Гости! Будь это всего на несколько дней или даже на один только день раньше, как обрадовало бы меня это слово! Я любил, когда к нам приходили гости. Кто бы ни приходил, все равно. Сидеть за столом, накрытым шуршащей белой скатертью, и ждать, пока на тарелку тебе положат что-нибудь вкусное, — это было куда приятнее, чем самому разогревать себе обед и потом съедать его в одиночестве. Я любил пить чай вместе с гостями, слушать их веселый смех, их бесконечные, не всегда понятные взрослые разговоры. Потом я уходил за шкаф, ложился на диван и погружался в какую-нибудь книгу. На меня никто не обращал внимания. Иногда только до меня доносился приглушенный мамин голос:
— Просто не знаю, что мне делать с этим ребенком! Он буквально глотает книги…
Гости отвечали что-нибудь вроде:
— А нашего хоть бы книгу взял в руки! Только и знает гонять на коньках целый день…
Я ждал этой неизменной фразы. Я знал, что после нее меня сразу оставят в покое, не будут спрашивать, какие у меня отметки, и не заставят заниматься ненавистной музыкой, и не погонят спать, едва только большие бронзовые часы на буфете пробьют десять.

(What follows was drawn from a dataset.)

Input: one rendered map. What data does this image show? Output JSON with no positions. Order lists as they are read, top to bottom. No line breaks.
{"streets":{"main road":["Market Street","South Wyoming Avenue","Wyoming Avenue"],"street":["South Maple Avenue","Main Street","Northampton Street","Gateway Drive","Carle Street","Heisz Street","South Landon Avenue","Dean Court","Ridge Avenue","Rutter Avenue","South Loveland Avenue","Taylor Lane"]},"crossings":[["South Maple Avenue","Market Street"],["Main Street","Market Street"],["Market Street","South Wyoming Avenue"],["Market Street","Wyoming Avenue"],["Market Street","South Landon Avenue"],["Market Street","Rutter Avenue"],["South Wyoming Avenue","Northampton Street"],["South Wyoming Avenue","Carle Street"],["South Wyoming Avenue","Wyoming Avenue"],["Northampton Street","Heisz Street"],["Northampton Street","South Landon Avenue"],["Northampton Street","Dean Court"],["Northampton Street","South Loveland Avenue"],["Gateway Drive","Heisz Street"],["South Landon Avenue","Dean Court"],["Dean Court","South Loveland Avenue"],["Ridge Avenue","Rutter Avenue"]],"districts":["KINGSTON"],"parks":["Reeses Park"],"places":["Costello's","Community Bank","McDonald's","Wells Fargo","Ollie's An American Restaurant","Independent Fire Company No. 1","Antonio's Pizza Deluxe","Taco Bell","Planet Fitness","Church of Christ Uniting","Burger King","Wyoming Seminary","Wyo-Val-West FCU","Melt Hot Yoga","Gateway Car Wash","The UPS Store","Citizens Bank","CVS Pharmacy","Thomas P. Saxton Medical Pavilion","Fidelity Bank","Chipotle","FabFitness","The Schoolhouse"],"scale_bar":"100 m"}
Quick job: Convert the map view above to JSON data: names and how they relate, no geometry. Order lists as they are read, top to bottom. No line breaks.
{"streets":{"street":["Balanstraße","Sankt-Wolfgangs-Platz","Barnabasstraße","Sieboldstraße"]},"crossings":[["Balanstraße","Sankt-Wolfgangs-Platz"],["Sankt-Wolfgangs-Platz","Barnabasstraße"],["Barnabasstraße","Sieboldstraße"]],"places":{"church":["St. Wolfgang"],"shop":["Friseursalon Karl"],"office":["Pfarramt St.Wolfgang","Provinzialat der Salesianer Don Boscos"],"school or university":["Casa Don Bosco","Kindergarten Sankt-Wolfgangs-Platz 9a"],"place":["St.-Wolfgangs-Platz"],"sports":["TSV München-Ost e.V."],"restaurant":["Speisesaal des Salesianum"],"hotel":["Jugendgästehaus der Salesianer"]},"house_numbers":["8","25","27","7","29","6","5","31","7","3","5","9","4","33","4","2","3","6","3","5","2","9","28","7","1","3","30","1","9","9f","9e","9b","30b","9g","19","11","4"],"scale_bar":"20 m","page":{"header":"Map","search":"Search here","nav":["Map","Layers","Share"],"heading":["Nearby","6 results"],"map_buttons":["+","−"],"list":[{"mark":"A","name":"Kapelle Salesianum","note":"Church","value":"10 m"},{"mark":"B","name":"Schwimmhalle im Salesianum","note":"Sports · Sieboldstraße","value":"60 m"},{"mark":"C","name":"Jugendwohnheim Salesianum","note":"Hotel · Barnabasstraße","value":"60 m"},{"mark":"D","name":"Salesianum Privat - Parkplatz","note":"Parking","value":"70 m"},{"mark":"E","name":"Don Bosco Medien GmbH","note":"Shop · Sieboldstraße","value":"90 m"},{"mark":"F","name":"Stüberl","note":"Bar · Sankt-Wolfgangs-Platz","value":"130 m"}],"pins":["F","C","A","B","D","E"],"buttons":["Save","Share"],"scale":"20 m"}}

Но на этот раз известие, что у нас гости, оставило меня глубоко равнодушным. Пообедав, я ушел к себе за шкаф, забрался с ногами на диван и стал ждать, когда часы пробьют пять: мы с ребятами договорились встретиться у кино в полшестого.
Вот часы зашипели — они всегда слегка шипели перед тем, как начать бить, — и я стал считать: «Бом-м… бом-м… бом-м… бом!»
Четыре! Еще полтора часа!
— А где Боря? — это спросил кто-то из гостей.
Вполголоса, чтобы я не услышал, мама сказала:
— Я просто опасаюсь за его психику. Читает запоем…
«Ничего она не опасается! Ей нравится, что я читаю запоем, и нравится хвастаться этим», — подумал я с внезапной злостью.
Я представил себе, как через полчаса часы пробьют один раз: «Бом-м!» А потом надо будет ждать еще целых полчаса, пока они пробьют пять.
Кино начинается в шесть.
Мне вдруг стало невмоготу сидеть и слушать бесконечные разговоры взрослых, похожие на уже много раз слышанные разговоры родителей с другими, а может быть, и с этими же самыми гостями.
Я встал, ни на кого не глядя прошел в коридор, снял с вешалки свое пальто и выскочил на лестницу.
Я уже был на втором этаже, когда до меня донесся мамин голос:
— Боря, ты куда?
— В кино! У нас экскурсия!
— Шарф! Не забудь надеть шарф! — крикнула мне вдогонку мама, и дверь наверху с шумом захлопнулась.
С той же непонятной злостью я вынул из кармана пальто шарф, скомкал его и тут же, на лестнице, запихал за батарею.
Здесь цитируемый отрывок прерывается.